# WORK TASK
Only the lines from the one containing "Summarize the content" to the end of the entries should be written out, each exactly as it stands, both ends included.

━━━━━━━━

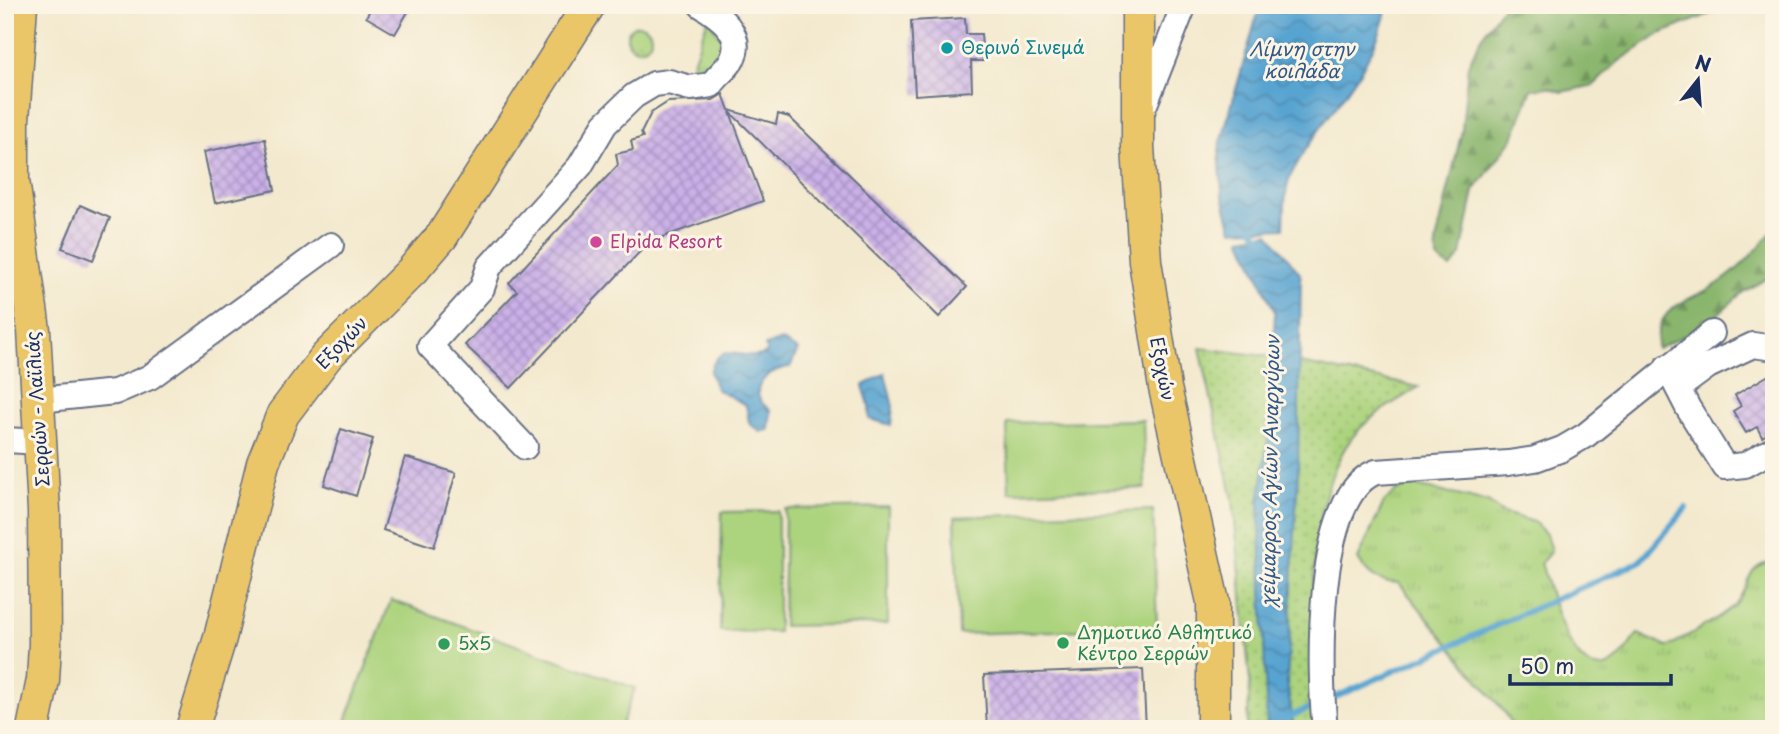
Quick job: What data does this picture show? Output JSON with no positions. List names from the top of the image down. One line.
{"streets":{"main road":["Εξοχών","Σερρών - Λαϊλιάς"]},"water":["Λίμνη στην κοιλάδα","χείμαρρος Αγίων Αναργύρων"],"places":["Θερινό Σινεμά","Elpida Resort","Δημοτικό Αθλητικό Κέντρο Σερρών","5x5"],"scale_bar":"50 m","north":"top"}
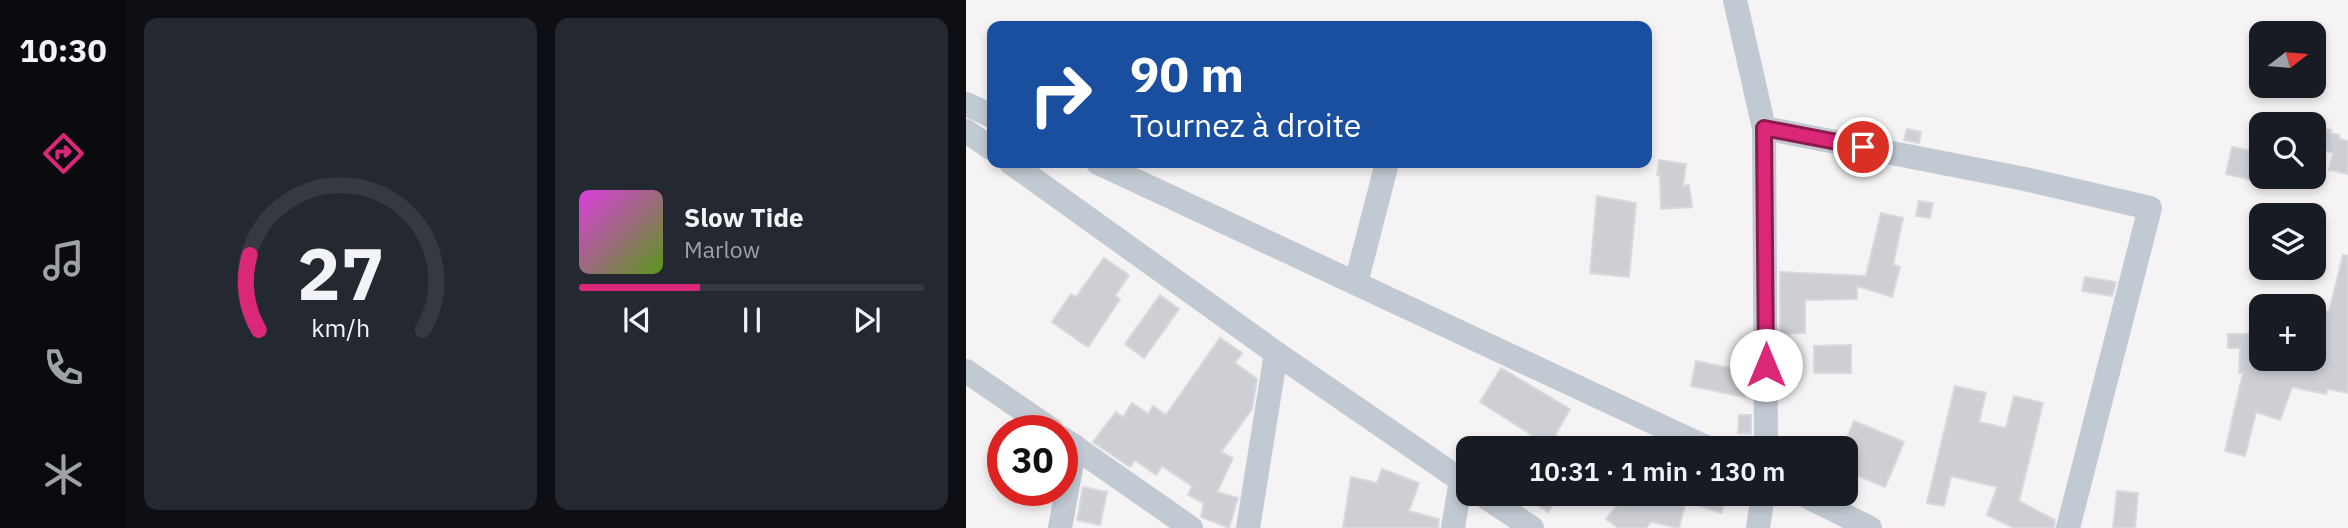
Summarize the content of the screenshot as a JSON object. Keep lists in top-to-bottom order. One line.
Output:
{"north":"right","page":{"tabs":"10:30","map_buttons":"+","turn":["90 m","Tournez à droite"],"song":["Slow Tide","Marlow"],"limit":"30","trip":"10:31 · 1 min · 130 m","gauge":["27","km/h"]}}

━━━━━━━━

# RESULT FOR THIS EXERCISE
Summarize the content of the screenshot as a JSON object. Keep lists in top-to-bottom order. One line.
Output:
{"north":"right","page":{"tabs":"10:30","map_buttons":"+","turn":["90 m","Tournez à droite"],"song":["Slow Tide","Marlow"],"limit":"30","trip":"10:31 · 1 min · 130 m","gauge":["27","km/h"]}}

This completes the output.